[Collected data]
══════

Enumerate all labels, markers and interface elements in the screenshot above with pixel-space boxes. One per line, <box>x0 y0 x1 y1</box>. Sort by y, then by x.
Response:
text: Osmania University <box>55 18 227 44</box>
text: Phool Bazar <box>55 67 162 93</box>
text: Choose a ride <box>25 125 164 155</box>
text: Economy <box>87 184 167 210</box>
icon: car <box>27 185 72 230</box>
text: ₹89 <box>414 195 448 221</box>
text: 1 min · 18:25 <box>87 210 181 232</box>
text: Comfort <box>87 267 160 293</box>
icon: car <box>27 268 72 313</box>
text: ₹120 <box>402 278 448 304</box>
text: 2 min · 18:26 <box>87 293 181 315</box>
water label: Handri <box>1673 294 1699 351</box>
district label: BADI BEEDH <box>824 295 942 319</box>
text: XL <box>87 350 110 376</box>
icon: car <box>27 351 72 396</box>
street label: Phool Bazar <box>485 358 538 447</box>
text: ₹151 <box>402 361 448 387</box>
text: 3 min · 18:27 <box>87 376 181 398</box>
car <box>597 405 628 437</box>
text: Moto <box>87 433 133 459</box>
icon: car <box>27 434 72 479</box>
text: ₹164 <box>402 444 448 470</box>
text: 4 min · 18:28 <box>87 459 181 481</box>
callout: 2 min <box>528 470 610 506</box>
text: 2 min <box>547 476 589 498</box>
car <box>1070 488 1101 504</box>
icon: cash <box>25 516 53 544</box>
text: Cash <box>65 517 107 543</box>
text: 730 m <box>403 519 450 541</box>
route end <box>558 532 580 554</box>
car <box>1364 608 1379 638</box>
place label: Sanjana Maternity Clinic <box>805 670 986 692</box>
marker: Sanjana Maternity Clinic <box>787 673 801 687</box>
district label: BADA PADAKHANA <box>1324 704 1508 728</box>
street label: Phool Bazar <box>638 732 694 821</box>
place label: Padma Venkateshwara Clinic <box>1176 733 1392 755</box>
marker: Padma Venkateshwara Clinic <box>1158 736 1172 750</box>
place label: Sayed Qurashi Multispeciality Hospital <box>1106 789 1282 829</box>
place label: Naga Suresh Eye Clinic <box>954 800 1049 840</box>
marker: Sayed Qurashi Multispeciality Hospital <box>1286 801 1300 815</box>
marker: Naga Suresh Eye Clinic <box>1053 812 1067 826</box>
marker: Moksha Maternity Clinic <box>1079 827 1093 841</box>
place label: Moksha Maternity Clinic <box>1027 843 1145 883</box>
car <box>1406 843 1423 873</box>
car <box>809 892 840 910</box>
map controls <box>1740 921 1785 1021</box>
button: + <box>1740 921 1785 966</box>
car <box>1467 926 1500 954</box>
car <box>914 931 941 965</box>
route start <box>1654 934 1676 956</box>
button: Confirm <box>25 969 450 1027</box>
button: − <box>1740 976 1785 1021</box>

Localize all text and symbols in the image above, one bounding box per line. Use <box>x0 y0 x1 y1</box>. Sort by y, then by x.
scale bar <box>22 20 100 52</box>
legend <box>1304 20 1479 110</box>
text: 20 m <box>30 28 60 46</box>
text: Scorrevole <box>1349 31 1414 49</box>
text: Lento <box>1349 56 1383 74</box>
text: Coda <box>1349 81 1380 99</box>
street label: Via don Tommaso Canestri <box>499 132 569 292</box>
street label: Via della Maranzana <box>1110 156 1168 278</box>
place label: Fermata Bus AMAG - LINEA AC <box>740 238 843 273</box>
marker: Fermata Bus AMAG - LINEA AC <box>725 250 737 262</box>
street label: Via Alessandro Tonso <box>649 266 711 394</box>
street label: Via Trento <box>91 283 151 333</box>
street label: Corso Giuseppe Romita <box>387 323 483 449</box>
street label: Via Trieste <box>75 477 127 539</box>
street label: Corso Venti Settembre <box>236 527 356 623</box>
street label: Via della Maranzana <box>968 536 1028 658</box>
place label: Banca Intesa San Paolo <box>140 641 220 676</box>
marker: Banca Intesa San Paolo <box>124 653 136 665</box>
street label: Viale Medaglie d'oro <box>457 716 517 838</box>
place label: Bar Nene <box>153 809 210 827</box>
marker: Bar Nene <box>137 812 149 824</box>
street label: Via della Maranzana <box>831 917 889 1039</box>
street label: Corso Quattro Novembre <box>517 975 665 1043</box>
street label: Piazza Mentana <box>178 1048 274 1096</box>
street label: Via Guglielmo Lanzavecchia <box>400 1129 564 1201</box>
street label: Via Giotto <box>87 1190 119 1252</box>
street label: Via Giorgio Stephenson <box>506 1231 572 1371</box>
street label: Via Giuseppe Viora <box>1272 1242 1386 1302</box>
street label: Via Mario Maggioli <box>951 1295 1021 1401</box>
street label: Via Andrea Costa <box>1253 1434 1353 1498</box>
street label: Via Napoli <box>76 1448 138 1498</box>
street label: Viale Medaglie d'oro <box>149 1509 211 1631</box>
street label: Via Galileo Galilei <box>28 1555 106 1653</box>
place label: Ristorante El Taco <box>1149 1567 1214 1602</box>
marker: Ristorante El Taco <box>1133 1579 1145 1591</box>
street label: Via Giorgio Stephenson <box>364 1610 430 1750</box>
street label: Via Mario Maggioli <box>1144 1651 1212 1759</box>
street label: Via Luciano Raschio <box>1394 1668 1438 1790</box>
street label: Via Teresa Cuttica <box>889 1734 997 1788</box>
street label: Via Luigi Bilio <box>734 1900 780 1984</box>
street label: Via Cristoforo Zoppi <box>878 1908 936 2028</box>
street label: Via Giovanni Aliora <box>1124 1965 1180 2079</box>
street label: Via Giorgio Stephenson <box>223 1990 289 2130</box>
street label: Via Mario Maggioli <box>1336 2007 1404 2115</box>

══════

Try it: Pull every line that holds the string "AMAG" out of the records.

Answer for this exercise:
place label: Fermata Bus AMAG - LINEA AC <box>740 238 843 273</box>
marker: Fermata Bus AMAG - LINEA AC <box>725 250 737 262</box>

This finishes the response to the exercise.